**Problem to solve**
Give the number of lines in these entries that contain "them", and nothing more.

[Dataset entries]
--- START ---

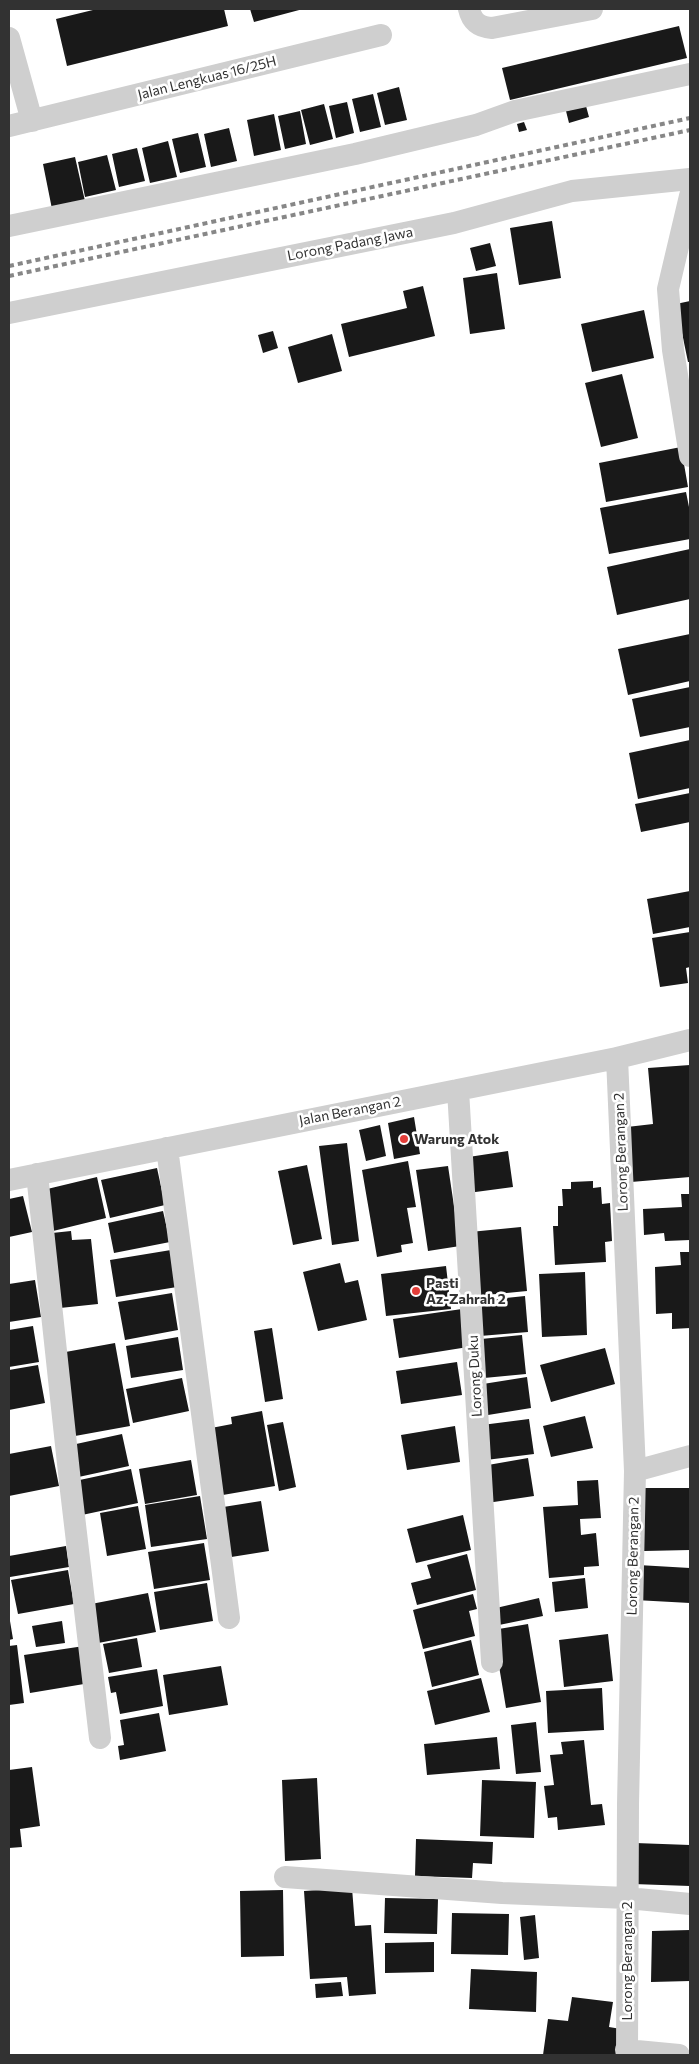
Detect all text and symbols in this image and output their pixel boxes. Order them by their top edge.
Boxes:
street label: Jalan Lengkuas 16/25H [136,53,278,103]
street label: Lorong Padang Jawa [286,224,414,264]
street label: Lorong Berangan 2 [611,1092,631,1212]
street label: Jalan Berangan 2 [298,1093,402,1129]
place label: Warung Atok [414,1131,499,1147]
marker: Warung Atok [398,1133,410,1145]
place label: Pasti Az-Zahrah 2 [426,1275,506,1308]
marker: Pasti Az-Zahrah 2 [410,1285,422,1297]
street label: Lorong Duku [464,1335,486,1417]
street label: Lorong Berangan 2 [624,1496,642,1616]
street label: Lorong Berangan 2 [619,1902,635,2020]

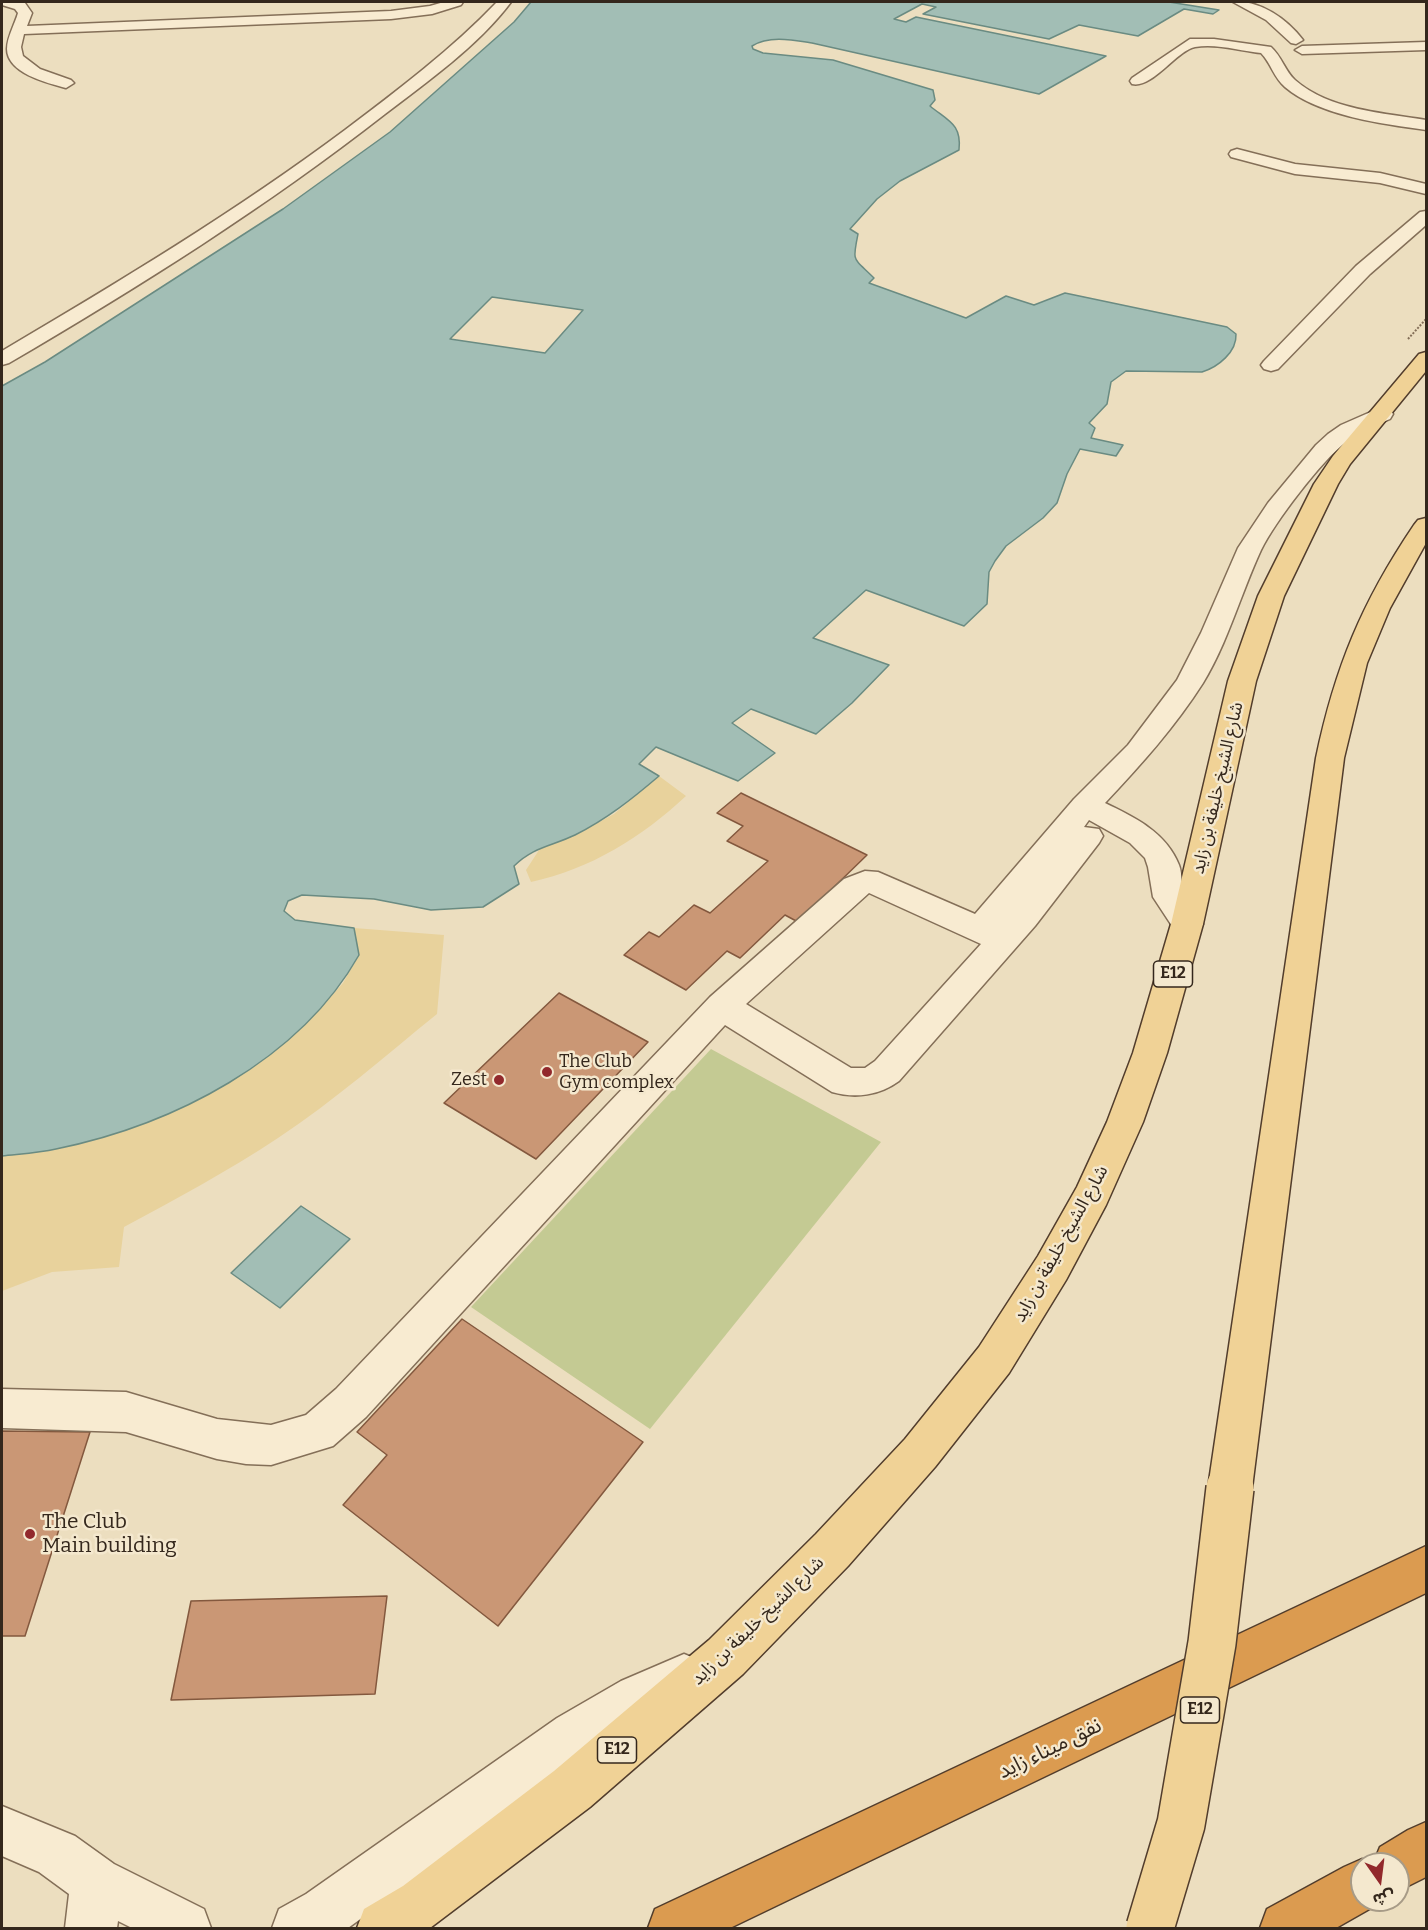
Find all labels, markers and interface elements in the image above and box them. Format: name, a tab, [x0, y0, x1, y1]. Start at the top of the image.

--- END ---

**Written reply**
2